Even with a single user, some harnesses are aggressively parallel and make like 8 requests all at once *cough* IntelliJ! *cough* which will blow out the input caching if you don't have parallel contexts and caching setup. Then it has to re-process the entire context for every message every time.
Since it's got 128GB of system ram, It also runs all of my development docker containers, and I use IntelliJ Idea Gateway to run all my heavy IDE features, language services, etc., and my old Macbook only has to render the UI.
Plus_Regret4490@reddit
What’s the annual electricity cost for this server running 24/7?
maxwarp79@reddit (OP)
I don't know, sorry.
see_spot_ruminate@reddit
I hope I don't come off as mean...
You got a beast of a machine but don't want to "tinker" with it to get the most performance?? Honestly, stay on ubuntu since at least all the beginner guides are written for it. For you, I would not even touch proxmox and gpu passthrough or any other headaches.
Start off small, (again not to be mean) but go on the vllm github and figure out how to install it. Read the github issues and discussions.
maxwarp79@reddit (OP)
Fair point, starting simple with Ubuntu/vLLM. Any pinned guide for TP=2 on 5090?
see_spot_ruminate@reddit
Not that I know of. Probably the best way to find out is to check out their github or just fuck around with it.

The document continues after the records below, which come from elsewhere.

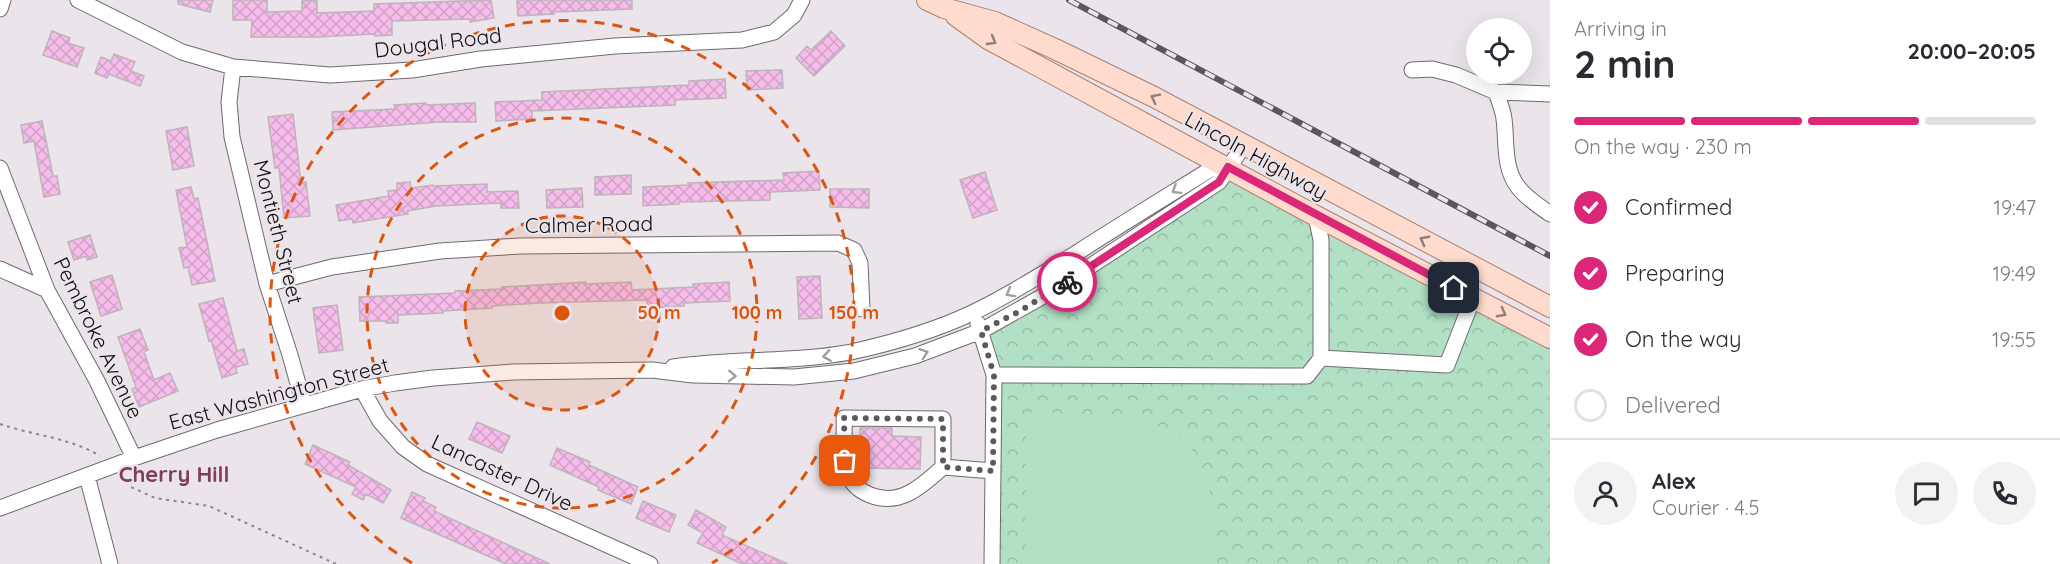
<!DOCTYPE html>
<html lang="en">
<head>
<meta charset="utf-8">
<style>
  body { margin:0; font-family:Quicksand,sans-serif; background:#f2f2f3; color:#2b2b33; height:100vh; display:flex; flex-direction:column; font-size:22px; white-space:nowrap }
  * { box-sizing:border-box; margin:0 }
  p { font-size:20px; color:#7c7c81 }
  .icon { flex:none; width:33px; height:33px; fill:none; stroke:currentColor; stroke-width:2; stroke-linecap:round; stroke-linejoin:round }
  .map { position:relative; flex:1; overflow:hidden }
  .side { display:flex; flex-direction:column; background:#fff; width:510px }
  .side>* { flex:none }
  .buttons { position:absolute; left:1466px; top:18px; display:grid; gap:12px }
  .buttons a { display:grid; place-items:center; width:66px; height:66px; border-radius:50%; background:#fff; box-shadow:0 6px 24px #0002; font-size:30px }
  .pin { position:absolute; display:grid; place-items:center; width:51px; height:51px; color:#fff; margin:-26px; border-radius:12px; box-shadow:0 3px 9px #0006 }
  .courier { position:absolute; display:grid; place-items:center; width:60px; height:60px; margin:-30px; border:4px solid #db2777; border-radius:50%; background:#fff; color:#222; box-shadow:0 2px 8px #0007 }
  .overview em { font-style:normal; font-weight:800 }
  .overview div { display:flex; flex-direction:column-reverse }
  .overview { display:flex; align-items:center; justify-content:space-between; height:102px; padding:0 24px }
  h1 { font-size:39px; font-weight:800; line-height:45px }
  .bar { display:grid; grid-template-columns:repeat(4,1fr); gap:9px 6px; align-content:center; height:72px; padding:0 24px }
  .bar i { height:8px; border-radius:4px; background:#e1e1e2 }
  .bar .on { background:#db2777 }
  .bar p { grid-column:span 4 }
  .line { display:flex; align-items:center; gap:15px; padding:0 24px; border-top:2px solid #e1e1e2 }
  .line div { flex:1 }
  .round { display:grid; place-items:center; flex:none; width:63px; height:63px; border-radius:32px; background:#f2f2f3 }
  ol { padding:0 24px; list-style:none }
  li { display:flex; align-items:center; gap:18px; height:66px }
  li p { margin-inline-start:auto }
  li .icon { padding:6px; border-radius:50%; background:#db2777; color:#fff; stroke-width:4 }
  li:last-child { color:#7c7c81 }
  li i { width:33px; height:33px; border:3px solid #e1e1e2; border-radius:50% }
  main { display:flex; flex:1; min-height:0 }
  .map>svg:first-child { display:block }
  .park { fill:url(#park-crowns) }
  .pitch { fill:#b1e0c5 }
  .building { fill:url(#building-cross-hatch); stroke:#bcb5ba; stroke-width:1.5 }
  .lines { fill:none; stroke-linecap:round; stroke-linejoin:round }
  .minor-casing { stroke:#6f6a70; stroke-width:17 }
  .major-casing { stroke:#aa8374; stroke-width:22 }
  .path { stroke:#8a858a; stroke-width:2; stroke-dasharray:3 4.5; stroke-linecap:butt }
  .minor { stroke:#fff; stroke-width:15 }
  .major { stroke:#fedbcc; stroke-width:20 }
  .rail-casing { stroke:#5a575a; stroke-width:6 }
  .rail { stroke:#ebe5eb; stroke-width:4; stroke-dasharray:11; stroke-linecap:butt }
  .oneway { stroke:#927e77 }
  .oneway2 { stroke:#9f9e9f }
  .done { stroke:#5c595c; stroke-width:6; stroke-dasharray:0 10.8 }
  .route { stroke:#db2777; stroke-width:8 }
  .ring { fill:none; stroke:#dd550c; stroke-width:3; stroke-dasharray:10 8 }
  .labels { text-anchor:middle; stroke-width:4.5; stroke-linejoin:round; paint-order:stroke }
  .street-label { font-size:21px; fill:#0f0d0f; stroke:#ebe5eb }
  .neighbourhood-label { font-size:22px; font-weight:bold; fill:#823d57; stroke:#ebe5eb }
  .centre { fill:#dd550c; stroke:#ebe5eb; stroke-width:3 }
  .ring-label { font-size:18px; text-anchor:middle; font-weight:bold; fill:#dd550c; stroke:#ebe5eb; stroke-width:4.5; stroke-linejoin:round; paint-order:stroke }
</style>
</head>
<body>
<main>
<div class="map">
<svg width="1550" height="564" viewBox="0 0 1550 564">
  <defs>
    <pattern id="park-crowns" width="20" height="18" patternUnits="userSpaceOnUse" patternTransform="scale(1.5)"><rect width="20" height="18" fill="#b1e0c5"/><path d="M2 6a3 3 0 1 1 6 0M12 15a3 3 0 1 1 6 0" fill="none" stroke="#97bfa8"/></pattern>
    <pattern id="building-cross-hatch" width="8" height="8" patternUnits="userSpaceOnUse" patternTransform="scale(1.5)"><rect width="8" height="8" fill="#f6bdeb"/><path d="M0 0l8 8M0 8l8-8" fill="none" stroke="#d2a1c8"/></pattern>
  </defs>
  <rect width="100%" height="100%" fill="#ebe5eb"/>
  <path class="park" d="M1229,176L1550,344V564H997L999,371L990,335Z"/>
  <path class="pitch" d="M1026,412C1066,414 1158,413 1186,442C1195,452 1203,469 1207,482C1214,508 1214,537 1217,564H1026Z"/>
  <path class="building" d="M178,0H213L210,12L178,4Z
    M233,0H267V12L302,11V1L317,0V13L374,11V4L491,0L494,18L470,22V19L392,21V35L375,36V34L317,37H251L252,20H233Z
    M517,0H632V9L554,12V14L518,16Z
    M52,31L70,38L68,43L84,48L77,67L43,55Z
    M831,31L845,46L814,76L796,58L807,46L811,50Z
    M114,54L135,62L131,71L144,76L140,86L109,74L107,78L95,73L101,57L111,61Z
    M782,70L783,88L747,90L746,71Z
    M725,79L726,98L675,100V105L532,111V119L496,121L495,102L542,100V92L689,85V81Z
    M426,103V105L475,103L476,122H440L333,130L332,112L395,109L394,105Z
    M293,114L301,183L306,182L310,216L284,218L279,168H275L268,117Z
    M42,121L53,176H57L60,194L44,197L34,141L24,143L21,125Z
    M187,127L194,166L173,170L166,131Z
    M819,171L820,190L770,192V200L679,202V204L643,206V187L688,185V183L784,180L783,173Z
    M985,172L997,210L973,218L960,180Z
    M631,175V194L595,195V177Z
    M410,182L411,188L433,185V186L487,184V192L518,191L519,208H501V203L436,206L407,211L408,214L353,223L352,219L339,221L336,205L389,196L388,191L397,190V183Z
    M191,187L194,199L198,198L215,281L192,285L188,267L184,268L179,248L187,247L176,190Z
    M582,188L583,207L547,208L546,190Z
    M830,189H869V208L830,207Z
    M90,235L97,257L87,260L86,256L74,260L68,242Z
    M112,275L122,309L101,316L90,282Z
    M820,276L822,318L799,319L797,277Z
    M586,282V284L631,282L632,290L693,287V284L729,282L730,301L684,303V306L648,308L647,300L539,303L492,306V308L443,311V313L398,315V323H386V321H360L359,297L455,293V291L502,289V287Z
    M223,298L237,351L244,349L248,364L236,367L237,373L222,378L211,340L209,341L199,304Z
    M337,305L343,350L319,353L313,308Z
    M140,329L148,350L144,352L154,380L170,373L178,391L139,407L132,389L136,387L118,337Z
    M477,422L510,436L502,453L469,439Z
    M860,428H892V436L921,437L920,469L859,468Z
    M313,445L350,462L348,465L391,490L383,503L366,494L363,500L352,494L356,487L305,464Z
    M557,448L590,462L589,465L638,487L631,504L598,490L599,487L550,465Z
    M412,492L425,498L423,501L436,507L434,511L550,564H506L401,518Z
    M643,501L676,515L669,532L636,518Z
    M696,510L726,527L722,535L788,564H742L697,543L703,533L688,525Z"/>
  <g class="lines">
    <g class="minor-casing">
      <path id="minor" d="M78,0L182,52L233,67L330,75L412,70L481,59L615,46L742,40L774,32L794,15L802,0
        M0,9L3,0
        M233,67L229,102L232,137L267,284L290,355L304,405
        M1412,70L1432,69L1456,75L1496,92L1550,94
        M1496,92C1499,101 1503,110 1504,119C1507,141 1503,168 1518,187C1526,198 1539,206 1550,214
        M0,168L47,290L97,381L134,458
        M0,269L47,290
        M267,284L332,267L440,251L520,246L838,243L854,250L860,263L862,309
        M978,324L994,375L992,564
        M1321,358L1447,365L1473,298
        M673,367C732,358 792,363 851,352C892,343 934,331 972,313C1008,296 1042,274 1075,254C1120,225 1166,197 1211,169L1228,167
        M994,375L1307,376L1321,358V240L1316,216
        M362,389L380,421L403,447L427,464L650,564
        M943,467C922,486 900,507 870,495C860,491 852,485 848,474C842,457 845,436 844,418L943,419V467L993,471
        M87,476L110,564
        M0,508L134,458L217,430L362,389L395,383L433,378L513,372L652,370L693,375L794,377L854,371L915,356L981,331L1054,290L1219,182L1244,145"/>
    </g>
    <g class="major-casing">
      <path id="major" d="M927,0L944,8L995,22L1055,49L1154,97L1550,307
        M956,16L988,39L1316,216L1550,338"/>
    </g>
    <path class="path" d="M0,424C32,435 71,438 100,456
      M121,476L131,487L155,498L209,506L336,564"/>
    <use href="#minor" class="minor"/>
    <use href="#major" class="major"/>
    <g class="rail-casing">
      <path id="rail" d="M1069,0L1550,256"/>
    </g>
    <use href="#rail" class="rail"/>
  </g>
  <defs><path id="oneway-chevron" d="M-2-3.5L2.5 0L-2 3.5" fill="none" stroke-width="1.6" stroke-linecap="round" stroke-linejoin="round" transform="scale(1.5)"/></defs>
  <g class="oneway">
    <use href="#oneway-chevron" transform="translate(992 41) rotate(30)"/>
    <use href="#oneway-chevron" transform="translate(1155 98) rotate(-153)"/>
    <use href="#oneway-chevron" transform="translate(1424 240) rotate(-152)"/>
    <use href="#oneway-chevron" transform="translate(1502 313) rotate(28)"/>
  </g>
  <g class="oneway2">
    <use href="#oneway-chevron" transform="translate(1176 190) rotate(148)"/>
    <use href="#oneway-chevron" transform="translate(1010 293) rotate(151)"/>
    <use href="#oneway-chevron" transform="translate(924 353) rotate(-19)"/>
    <use href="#oneway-chevron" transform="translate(827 356) rotate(171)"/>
    <use href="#oneway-chevron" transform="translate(732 376) rotate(2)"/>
  </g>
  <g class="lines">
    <path class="done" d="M845,461L844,418L943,419V467L993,471L994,375L981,331L1020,311L1067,282"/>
    <path class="route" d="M1067,282L1219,182L1228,167L1454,288"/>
  </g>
  <circle cx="562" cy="313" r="97" fill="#dd550c" fill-opacity=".12"/>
  <g class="ring">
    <circle cx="562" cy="313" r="97"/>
    <circle cx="562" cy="313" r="195"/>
    <path d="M412 563A292 292 0 1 1 712 563"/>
  </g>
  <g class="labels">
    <g class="street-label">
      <text transform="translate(438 43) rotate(-7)" y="7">Dougal Road</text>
      <text transform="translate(1256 156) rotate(29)" y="7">Lincoln Highway</text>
      <text transform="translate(589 225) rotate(-1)" y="7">Calmer Road</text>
      <text transform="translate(278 232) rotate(76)" y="7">Montieth Street</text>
      <text transform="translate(98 338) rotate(64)" y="7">Pembroke Avenue</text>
      <text transform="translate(279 394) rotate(-15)" y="7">East Washington Street</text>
      <text transform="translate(502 473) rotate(25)" y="7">Lancaster Drive</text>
    </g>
    <g class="neighbourhood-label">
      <text x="174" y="482">Cherry Hill</text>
    </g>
  </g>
  <circle cx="562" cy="313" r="9" class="centre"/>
  <g class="ring-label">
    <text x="659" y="319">50 m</text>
    <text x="757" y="319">100 m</text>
    <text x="854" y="319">150 m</text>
  </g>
</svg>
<div class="buttons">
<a><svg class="icon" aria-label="locate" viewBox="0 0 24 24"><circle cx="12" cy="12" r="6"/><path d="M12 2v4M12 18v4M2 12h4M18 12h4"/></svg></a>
</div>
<div class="pin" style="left:845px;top:461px;background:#ea580c"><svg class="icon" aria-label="bag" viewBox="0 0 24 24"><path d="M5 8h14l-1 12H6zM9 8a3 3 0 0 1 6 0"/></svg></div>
<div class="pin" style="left:1454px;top:288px;background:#1f2937"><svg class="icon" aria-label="home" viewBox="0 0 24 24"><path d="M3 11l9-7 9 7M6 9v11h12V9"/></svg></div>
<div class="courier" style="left:1067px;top:282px"><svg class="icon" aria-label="bike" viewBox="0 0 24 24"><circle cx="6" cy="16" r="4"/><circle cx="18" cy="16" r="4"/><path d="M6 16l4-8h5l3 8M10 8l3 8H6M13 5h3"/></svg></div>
</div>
<section class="side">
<div class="overview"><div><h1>2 min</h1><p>Arriving in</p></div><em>20:00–20:05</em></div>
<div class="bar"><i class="on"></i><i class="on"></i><i class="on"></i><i></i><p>On the way · 230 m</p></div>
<ol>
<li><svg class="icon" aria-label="check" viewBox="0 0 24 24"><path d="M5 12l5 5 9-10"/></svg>Confirmed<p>19:47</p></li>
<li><svg class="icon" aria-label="check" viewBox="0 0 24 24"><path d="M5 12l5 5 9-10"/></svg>Preparing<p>19:49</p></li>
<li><svg class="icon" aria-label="check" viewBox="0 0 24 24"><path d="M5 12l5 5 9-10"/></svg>On the way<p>19:55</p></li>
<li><i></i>Delivered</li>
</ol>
<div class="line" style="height:108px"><a class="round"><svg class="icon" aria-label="person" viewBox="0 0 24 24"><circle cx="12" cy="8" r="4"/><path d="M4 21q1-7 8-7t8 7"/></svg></a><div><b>Alex</b><p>Courier · 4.5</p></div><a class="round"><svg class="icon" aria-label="chat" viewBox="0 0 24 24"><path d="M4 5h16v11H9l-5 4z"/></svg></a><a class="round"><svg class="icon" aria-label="phone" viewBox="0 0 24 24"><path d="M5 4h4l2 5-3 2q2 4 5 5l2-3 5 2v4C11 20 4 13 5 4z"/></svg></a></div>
</section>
</main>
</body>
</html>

Also, vllm is good but you bought all that system ram and I don't think it is going to use it. Try llamacpp or ik_llamacpp (the new split mode graph is good for dense models and each can be faster depending on the model). This way you can leverage that system ram.
Narrow-Belt-5030@reddit
Switched from ollama to vllm .. difference is night and day, even more so if you have multiple calls to the same llm.
maxwarp79@reddit (OP)
Where can I find tutorials/guides to install? No problems with RTX 5090?
Narrow-Belt-5030@reddit
I know it sounds stupid, but I just asked Claude to do it for me.
maxwarp79@reddit (OP)
Thanks! Huge jump from Ollama—do you have a good Claude prompt for 5090 vLLM setup? Specific issues you hit?
lemondrops9@reddit
I like Linux Mint and LM Studio personally because it makes playing with models easy.
But you want multi-user so it should an easy choice of vLLM. As LM Studio just got multiple user, but it just cuts down the speed by how many people are generating.
LA_rent_Aficionado@reddit
2x 5090 will not be enough VRAM for TP especially with batching on the models you mention if you want full GPU offload. I’d at least move to llama-server over ollama , vllm will further increase your vram requirements. Exl3/2 is good but not as mature of an ecosystem for batching and multiuser, I’d suggest using tabbyapi as the front end for any ex backend. You’ll likely need to update your PSU if you want TP and batching since the 5090s will have more load.
Infinite100p@reddit
Don't 5090's have some passthrough bug where they idle at high wattage or something like that?